Features

Judge refuses to recognize SLA as terrorist organization

By LINDA DEUTSCH, AP Special Correspondent
Friday October 26, 2001

LOS ANGELES - The judge in the attempted-murder trial of former Symbionese Liberation Army fugitive Sara Jane Olson on Thursday rejected a request by prosecutors to formally declare that the SLA was “a terrorist organization.” 

“The motion is denied,” Superior Court Judge Larry Paul Fidler said.  

But he noted his ruling covered only the period of pretrial motion hearings on challenges to searches in the case and could be renewed at a later time. 

He noted that “such testimony may have a subliminal effect,” and refused to allow it. 

Defense lawyers have argued that the trial should be delayed because the Sept. 11 terrorist attacks will prejudice jurors against Olson, who is accused of trying to kill Los Angeles police officers with pipe bombs in 1975. 
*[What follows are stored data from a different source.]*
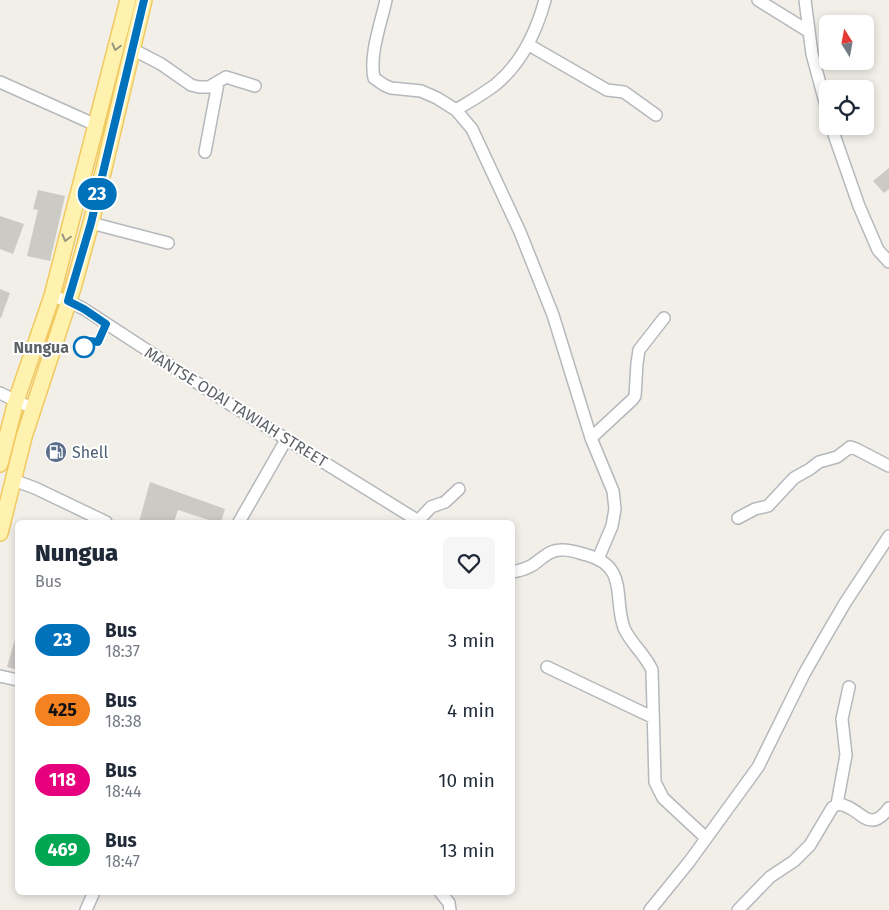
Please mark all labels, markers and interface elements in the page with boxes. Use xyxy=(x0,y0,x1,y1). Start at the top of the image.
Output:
north arrow xyxy=(819,15,874,70)
map controls xyxy=(819,15,874,135)
one-way arrow xyxy=(111,43,122,52)
button: locate xyxy=(819,80,874,135)
line badge: 23 xyxy=(74,178,120,210)
text: 23 xyxy=(88,183,106,205)
one-way arrow xyxy=(62,234,72,242)
marker: Nungua xyxy=(73,336,95,358)
place label: Nungua xyxy=(13,338,69,357)
street label: MANTSE ODAI TAWIAH STREET xyxy=(141,343,332,472)
fuel station icon: Shell xyxy=(44,440,68,464)
place label: Shell xyxy=(72,443,109,462)
button: heart xyxy=(443,537,495,589)
text: Nungua xyxy=(35,539,118,567)
text: Bus xyxy=(35,572,62,591)
text: Bus xyxy=(105,619,137,642)
text: 23 xyxy=(53,629,72,651)
text: 3 min xyxy=(448,629,495,652)
text: 18:37 xyxy=(105,642,140,661)
text: Bus xyxy=(105,689,137,712)
text: 425 xyxy=(48,699,77,721)
text: 4 min xyxy=(447,699,495,722)
text: 18:38 xyxy=(105,712,142,731)
text: Bus xyxy=(105,759,137,782)
text: 118 xyxy=(49,769,76,791)
text: 10 min xyxy=(438,769,495,792)
text: 18:44 xyxy=(105,782,142,801)
text: Bus xyxy=(105,829,137,852)
text: 469 xyxy=(47,839,78,861)
text: 13 min xyxy=(439,839,495,862)
text: 18:47 xyxy=(105,852,140,871)

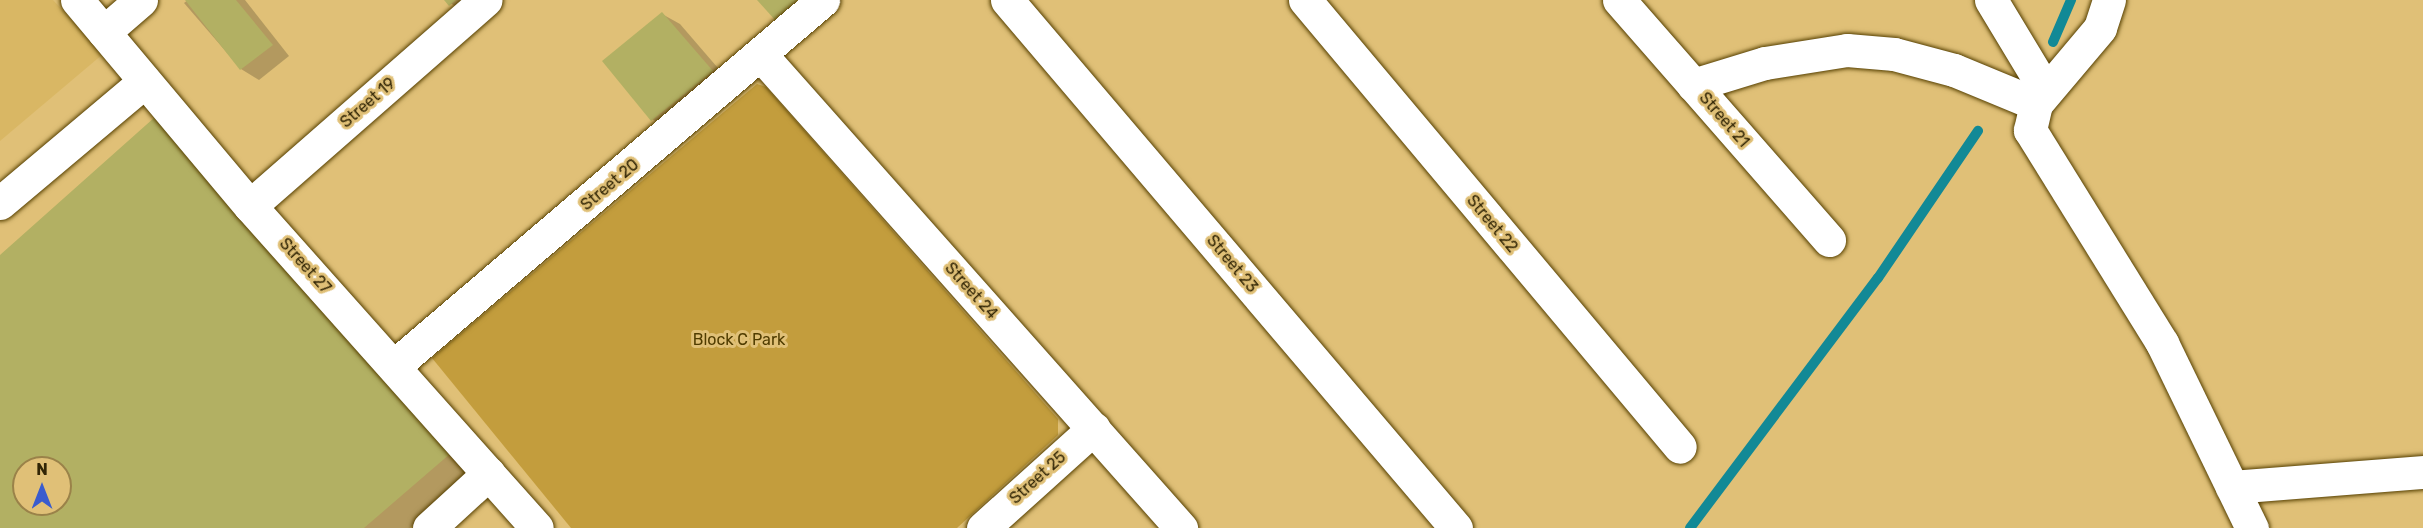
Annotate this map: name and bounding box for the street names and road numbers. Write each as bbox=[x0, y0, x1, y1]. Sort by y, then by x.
street label: Street 19 bbox=[337, 74, 399, 132]
street label: Street 21 bbox=[1695, 89, 1753, 151]
street label: Street 20 bbox=[577, 155, 643, 215]
street label: Street 22 bbox=[1462, 191, 1522, 257]
street label: Street 23 bbox=[1202, 231, 1262, 297]
street label: Street 27 bbox=[275, 234, 335, 298]
street label: Street 24 bbox=[941, 259, 1001, 323]
street label: Street 25 bbox=[1006, 448, 1070, 508]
Prosecutors have described the crimes with which she is charged as domestic terrorism.  

Although the charges date back 26 years, defense lawyers worried that jurors could equate the actions of the SLA with the current siege of terrorism. 

“It’s a real concern,” attorney Shawn Snider Chapman said outside court.  
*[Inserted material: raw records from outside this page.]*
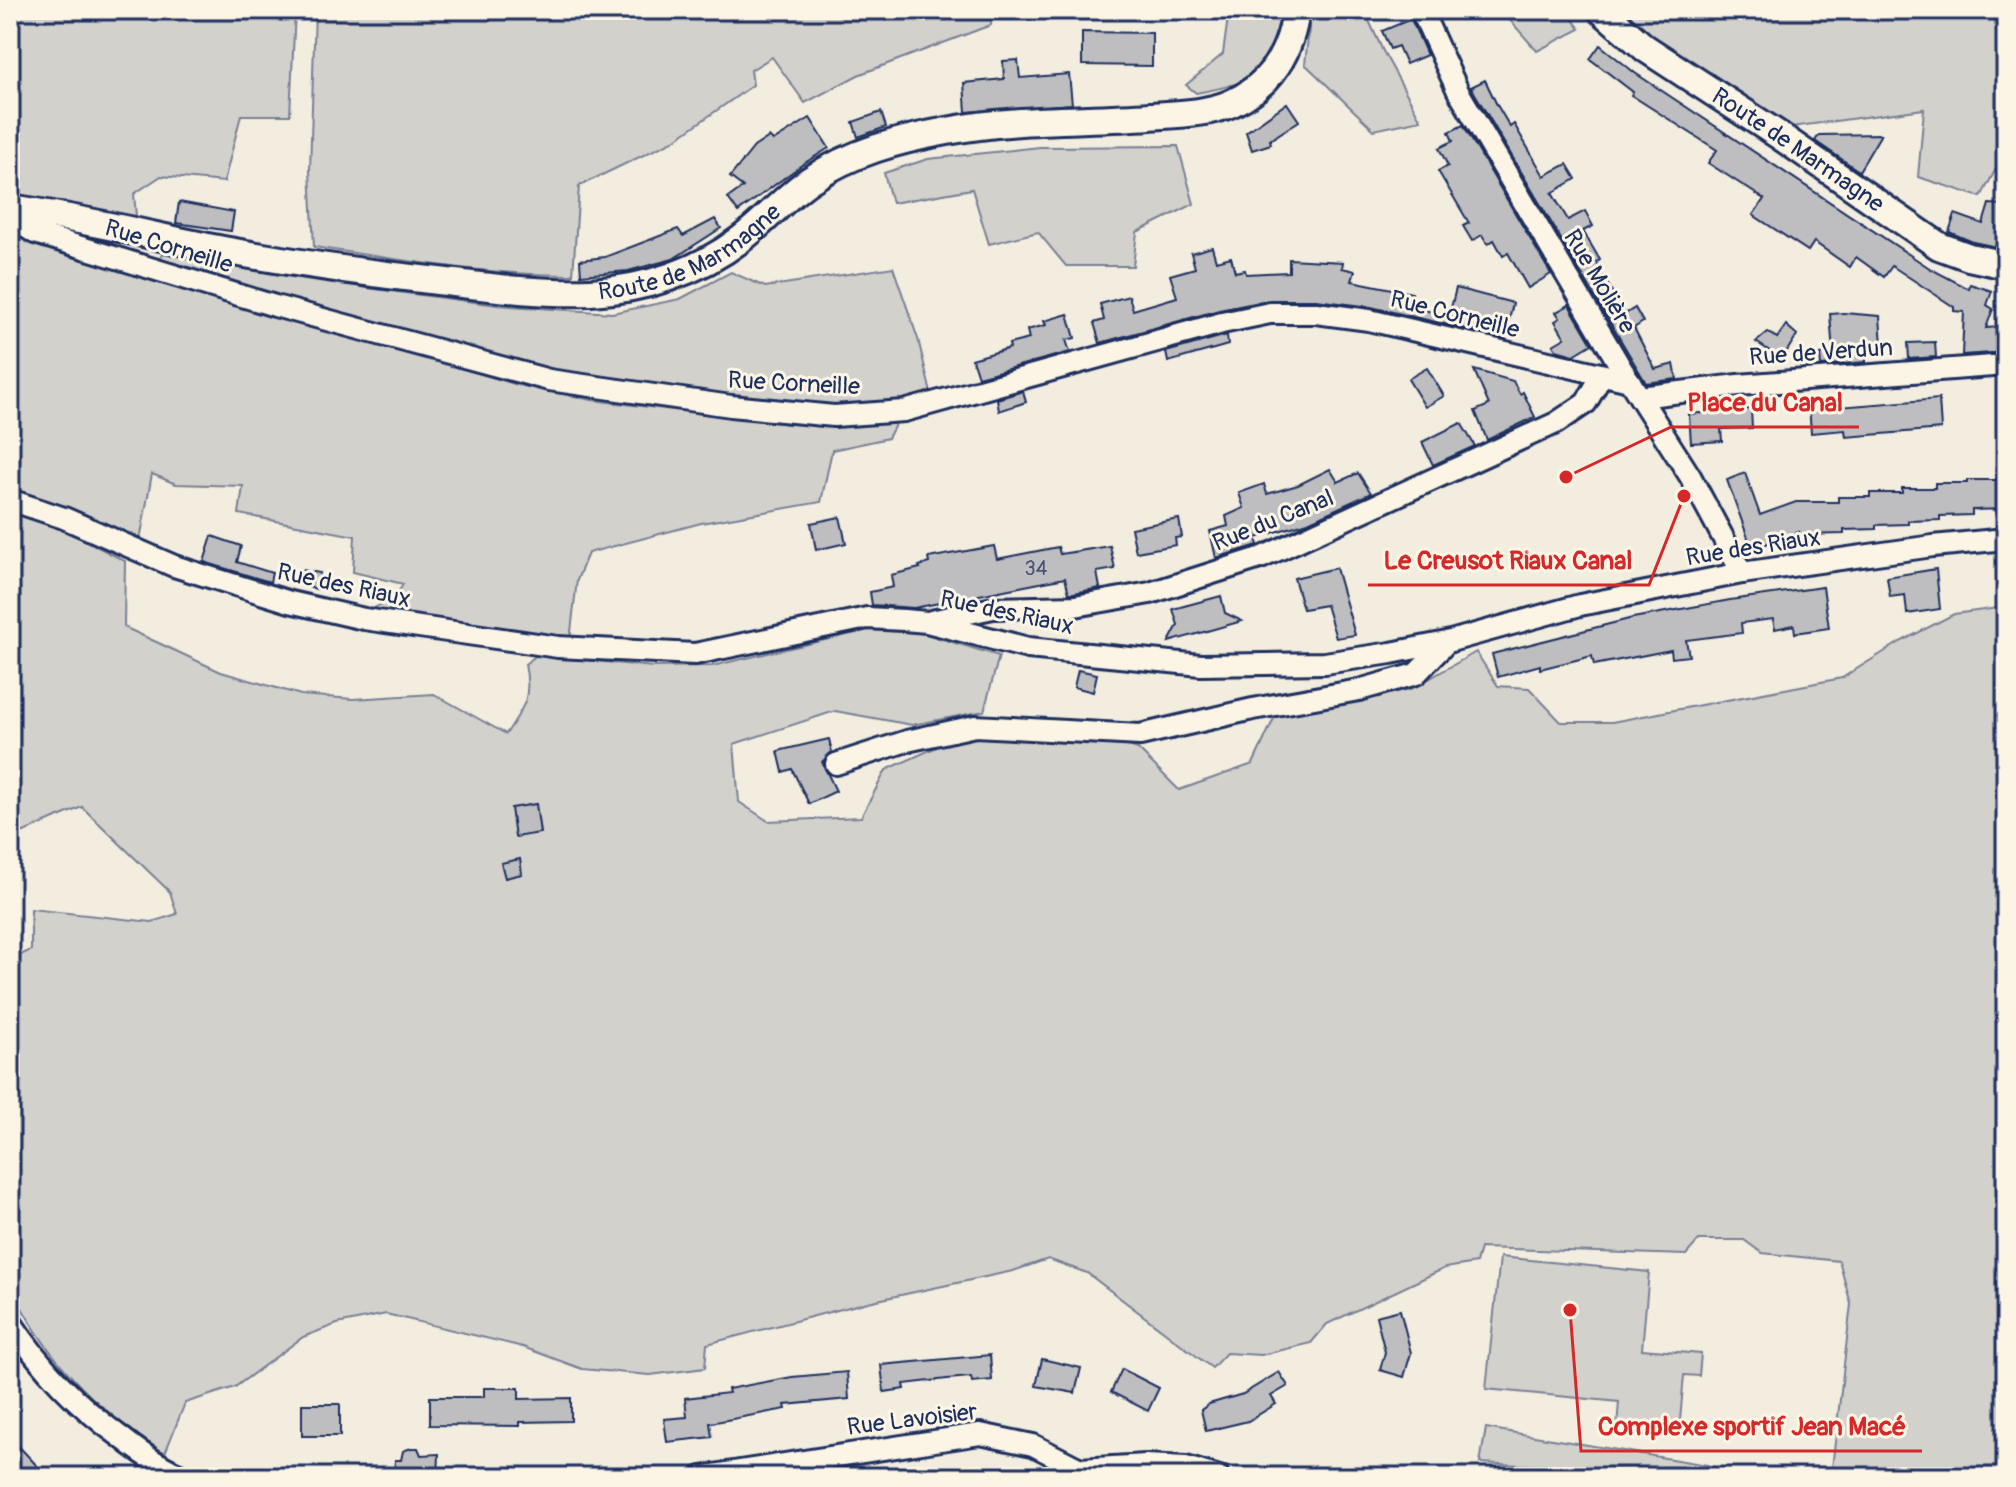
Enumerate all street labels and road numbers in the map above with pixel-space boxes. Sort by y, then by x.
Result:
street label: Route de Marmagne [1706,82,1890,219]
street label: Route de Marmagne [597,197,787,307]
street label: Rue Corneille [101,213,236,280]
street label: Rue Molière [1557,224,1642,339]
street label: Rue Corneille [1387,284,1523,345]
street label: Rue de Verdun [1748,333,1894,372]
street label: Rue Corneille [727,366,861,401]
street label: Rue du Canal [1209,483,1338,558]
street label: Rue des Riaux [1684,523,1822,572]
street label: Rue des Riaux [275,557,413,614]
street label: Rue des Riaux [938,584,1076,641]
street label: Rue Lavoisier [845,1397,979,1442]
She called the prosecution attempt to inject the concept of terrorism into the case as “very transparent.” 

Chapman said that questionnaires which will be given to prospective jurors next week are being rewritten to address terrorism concerns. 

One question, she said, will ask “whether the events of Sept. 11 would make it more difficult to sit on a case where the defendant is charged with terrorist acts.” 
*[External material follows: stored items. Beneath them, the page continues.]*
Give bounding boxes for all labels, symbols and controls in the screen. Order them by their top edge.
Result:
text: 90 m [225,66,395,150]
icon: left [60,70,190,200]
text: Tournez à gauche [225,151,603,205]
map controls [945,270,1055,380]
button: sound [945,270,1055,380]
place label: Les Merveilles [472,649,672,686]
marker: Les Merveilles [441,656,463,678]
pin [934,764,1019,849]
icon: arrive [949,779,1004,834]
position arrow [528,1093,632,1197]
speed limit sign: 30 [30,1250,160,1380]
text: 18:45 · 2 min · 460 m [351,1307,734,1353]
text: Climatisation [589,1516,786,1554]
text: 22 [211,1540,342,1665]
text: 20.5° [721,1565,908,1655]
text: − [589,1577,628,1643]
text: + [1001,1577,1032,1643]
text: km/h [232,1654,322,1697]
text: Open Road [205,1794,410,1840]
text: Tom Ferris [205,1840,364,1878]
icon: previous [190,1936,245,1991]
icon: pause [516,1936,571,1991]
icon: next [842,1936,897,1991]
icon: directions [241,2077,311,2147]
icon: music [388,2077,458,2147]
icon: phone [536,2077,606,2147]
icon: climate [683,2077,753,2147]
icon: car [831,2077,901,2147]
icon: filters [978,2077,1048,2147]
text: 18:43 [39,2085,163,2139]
Deputy District Attorneys Michael Latin and Eleanor Hunter sought the declaration from the judge as they fought a move by the defense to suppress items seized in warrantless searches in 1975.  

The prosecutors planned to argue that police were justified in searching because of “exigent circumstances” which included knowledge that the SLA was involved in terrorism. 

But Chapman said outside court that some officers may not have known anything about the SLA when they conducted searches.  

They swept into several apartments and a mailbox rental office in the San Francisco Bay area after the arrest of newspaper heiress Patricia Hearst, who was kidnapped by the SLA and then joined the group. 

Among items found in the searches were parts of a bomb and 200 feet of safety fuse which prosecutors say were ordered through the mail in letters handwritten by Olson. 

The judge refused a defense bid to challenge the reliability of handwriting analysis and turned down another defense challenge involving fingerprint evidence. He said both are regularly used in courts. 

Olson, 54, is charged with conspiring to kill police officers by planting bombs under police cars.  

The bombs did not explode. Olson was a fugitive until two years ago, living as a wife and mother in Minnesota. 

Her doctor husband and their three daughters have been attending court hearings along with a group of her supporters. 

Outside court, Chapman said Olson is anxious to tell her story in court. 

“She wants to testify,” the attorney said. “She is a very vocal and passionate woman. She’s innocent and has sat silent for a long time. She’d like the world to know that she’s innocent.” 

The judge delayed further hearings until Oct. 31. The absence of Olson’s lead lawyer, J. Tony Serra, who is involved in another trial, has stalled progress in Olson’s trial.